Specification Grounding and how it helps
Your first job as someone engaging in LLM-powered development is to counter their eagerness by “grounding” the LLM with specifications that are as tight as possible. Turns out, this works like magic and can be the difference between a “runaway app” that the LLM has created ,which is far from what you need, and an app that is the stuff of your dreams.
Reasonable Ambiguity
When I say “tight”, there are many ways to interpret that, so we’ll qualify that with a specification or sub-specification that doesn’t have any “reasonable ambiguity”. Since this involves natural language and a generalized field like software engineering, there is no end to how specific you can get, but taking a pragmatic approach, it’s a good approach to ask if something you’ve asked someone or an agent to do is devoid of any reasonable ambiguity.
Here, we will assume that given a specification, the developer or the LLM is able to come up with a good implementation utilizing whatever language/framework you want, following good engineering practices.
Helps with common agentic development patterns
When you utilize whatever agentic tool (Claude Code, Cursor, Windsurf) you’re using to work on a feature or fix a bug, the process is optimal only when it goes away, does its thing (while you presumably watch YouTube) and comes back with a perfect implementation as far as both functional and non-functional requirements are concerned. There is no back and forth between you and the agentic tool (no matter how many holes your specifications have). Given how eager these agentic tools are, they’re making a lot of assumptions for you, many of which you may absolutely hate.
What you then want is to take advantage of this asynchronous nature of development that the LLM-powered agentic software development tools afford you, while getting output that aligns closely with or better than what you envisioned. It is specification grounding that helps here.
The stateless nature of LLM calls
Due to how LLMs work, every API call made to them is truly stateless. The agentic tools you use are building a summarized context about your past conversations, adding in bits of code and sending it to the LLM with each call, along with your prompt.

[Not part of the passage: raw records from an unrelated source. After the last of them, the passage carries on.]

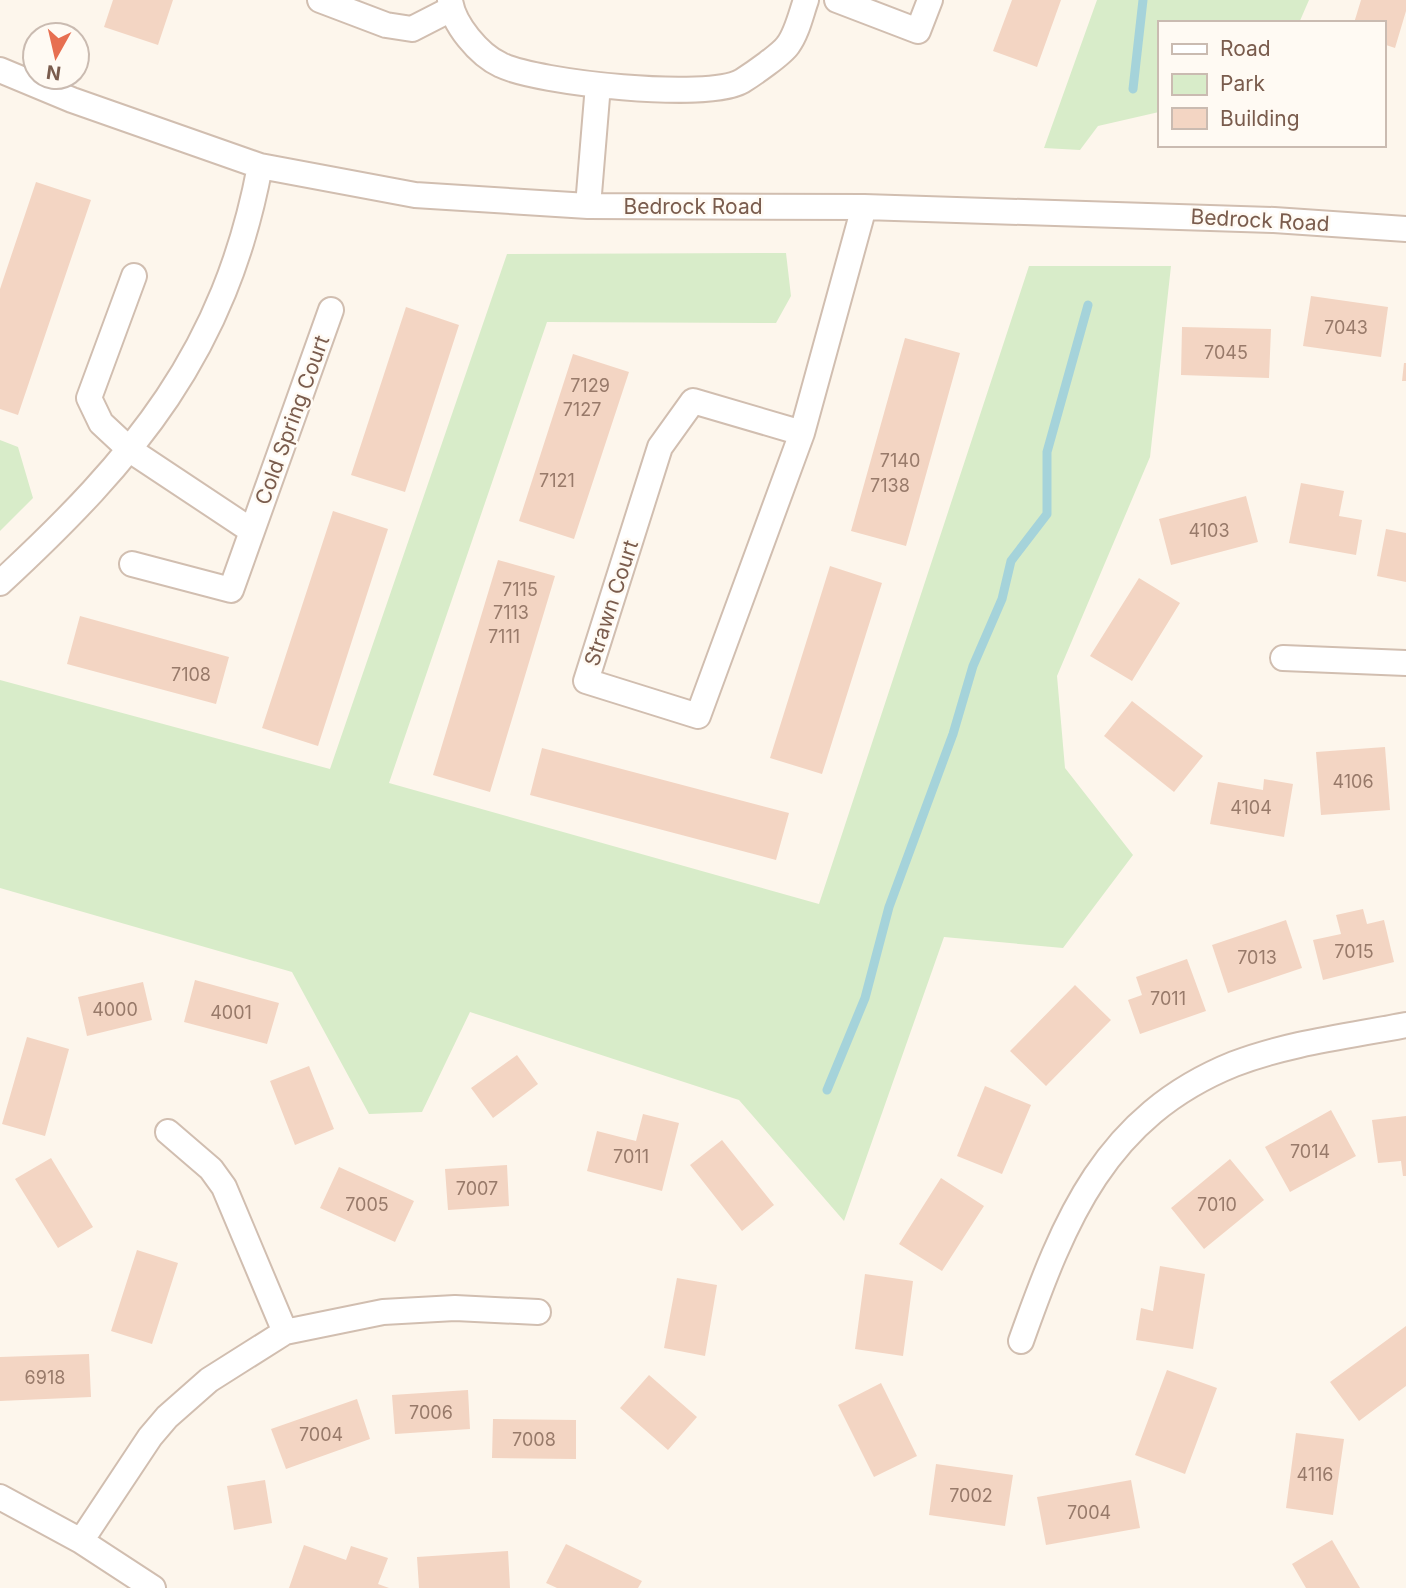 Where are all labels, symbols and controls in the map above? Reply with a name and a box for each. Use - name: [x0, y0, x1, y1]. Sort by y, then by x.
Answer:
- north arrow: [21, 21, 91, 91]
- legend: [1158, 21, 1385, 147]
- text: Road: [1220, 36, 1271, 61]
- text: N: [45, 60, 62, 85]
- text: Park: [1220, 71, 1265, 96]
- text: Building: [1220, 106, 1300, 131]
- street label: Bedrock Road: [623, 194, 763, 219]
- street label: Bedrock Road: [1190, 204, 1330, 236]
- house number: 7043: [1324, 317, 1368, 338]
- street label: Cold Spring Court: [250, 332, 334, 508]
- house number: 7045: [1204, 342, 1248, 363]
- house number: 7129: [570, 375, 610, 396]
- house number: 7127: [563, 399, 601, 420]
- house number: 7140: [880, 450, 920, 471]
- house number: 7121: [539, 470, 575, 491]
- house number: 7138: [870, 475, 910, 496]
- house number: 4103: [1188, 520, 1230, 541]
- street label: Strawn Court: [579, 537, 643, 669]
- house number: 7115: [502, 579, 538, 600]
- house number: 7113: [493, 602, 529, 623]
- house number: 7111: [488, 626, 520, 647]
- house number: 7108: [171, 664, 211, 685]
- house number: 4106: [1332, 771, 1374, 792]
- house number: 4104: [1230, 797, 1272, 818]
- house number: 7015: [1334, 941, 1374, 962]
- house number: 7013: [1237, 947, 1277, 968]
- house number: 7011: [1150, 988, 1186, 1009]
- house number: 4000: [92, 999, 138, 1020]
- house number: 4001: [210, 1002, 252, 1023]
- house number: 7014: [1290, 1141, 1330, 1162]
- house number: 7011: [613, 1146, 649, 1167]
- house number: 7007: [456, 1178, 498, 1199]
- house number: 7005: [345, 1194, 389, 1215]
- house number: 7010: [1197, 1194, 1237, 1215]
- house number: 6918: [25, 1367, 65, 1388]
- house number: 7006: [409, 1402, 453, 1423]
- house number: 7004: [299, 1424, 343, 1445]
- house number: 7008: [512, 1429, 556, 1450]
- house number: 4116: [1296, 1464, 1334, 1485]
- house number: 7002: [949, 1485, 993, 1506]
- house number: 7004: [1067, 1502, 1111, 1523]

It is crucial to recognize this.
To get the results you need, you need to come up with a way to keep the LLMs always grounded to your specifications. Fortunately, pretty much all the popular agentic development tools provide ways to do this. We will delve into this with a solid example.
Rubberduck: A Practical Example (without ourselves writing a single line of code)

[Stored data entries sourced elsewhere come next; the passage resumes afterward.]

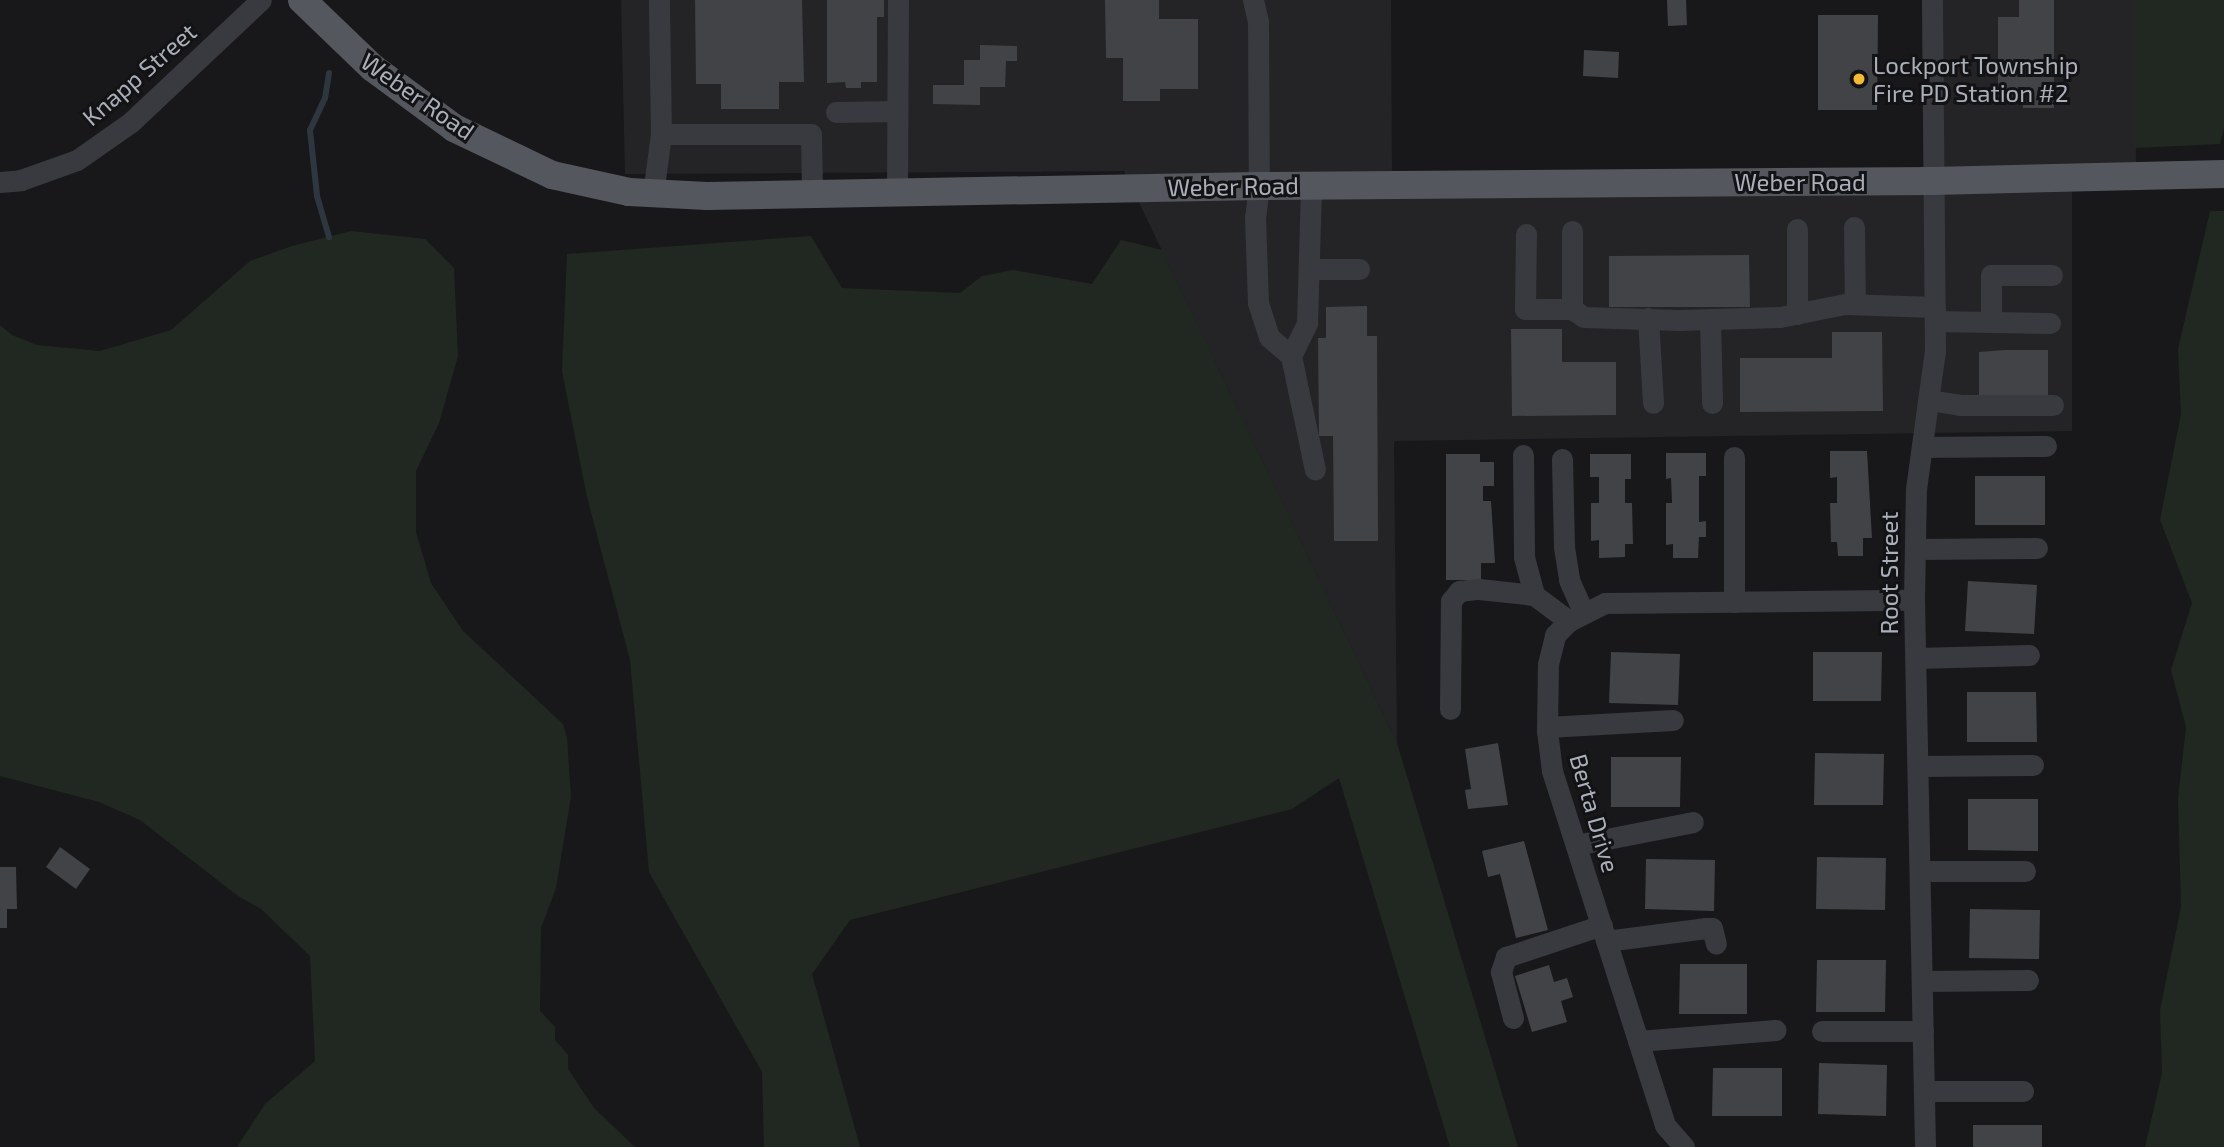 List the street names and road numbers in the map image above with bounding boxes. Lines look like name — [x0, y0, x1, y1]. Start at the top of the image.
street label: Knapp Street — [76, 17, 202, 131]
street label: Weber Road — [356, 46, 480, 146]
street label: Weber Road — [1734, 168, 1866, 196]
street label: Weber Road — [1167, 170, 1299, 202]
street label: Root Street — [1875, 511, 1903, 635]
street label: Berta Drive — [1564, 750, 1626, 876]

We’re developers of the open-source Unstract platform that helps turn complex documents into clean, structured JSON data accurately and efficiently. Once prompt engineering is done in Prompt Studio, our purpose-built environment for defining an extraction schema for complex documents, the project can be deployed as either an API or an ETL Pipeline. It’s critical for us to test the performance and the resilience of our API Deployments and ETL Pipelines. This means testing with hundreds, or sometimes, thousands of documents.
We wanted to ensure no regressions occurred while also testing for performance. We also needed to ensure great error handling and reporting in the face of LLM timeouts or failures. One major goal: achieving this should not be an expensive endeavor. If it was expensive, we wouldn’t do it very often, which does not help the platform. What we needed was an LLM testing gateway with the following properties:
Accurately emulate LLM providers enough for the clients to use the official LLM provider SDKs
Cache requests to save costs
Inject timeouts and errors at user-specified percentage levels
Provide a simple UI for the creation and management of LLM proxies
Provide good logging capabilities
Provide a solid testing client that can load test Rubberduck
One security-related advantage of this model of operation was that Rubberduck did not need to store LLM credentials. What the client sent, would use those credentials to make downstream LLM calls.
Let’s look at how to get great results building Rubberduck, a non-trivial LLM Testing Gateway using “vibe coding” methods.
Here are the top-level goals:
End up with a high-quality LLM Testing Gateway without writing a single line of code
Use the best technologies/toolkits available for the job, though I might not have direct experience with those toolkits (I do have experience with JS and Python, though I don’t have experience with Tailwind CSS, for example)
Ensure good test coverage
Ensure a very good UI and user experience
Leveraging LLMs to come up with the grounding specification
Very luckily for us, we can use LLMs not just to actually write the code, but to also come up with the detailed grounding specification and a detailed prompting plan that will keep the LLM on a tight leash. This will be the difference between the LLM being a bull in a china shop vs. it being a super-fast bullet train on tracks we’ve carefully laid out to our destination. We will need 3 documents to ground the LLM:
idea.md: the project idea file, which we will create by hand, from scratch.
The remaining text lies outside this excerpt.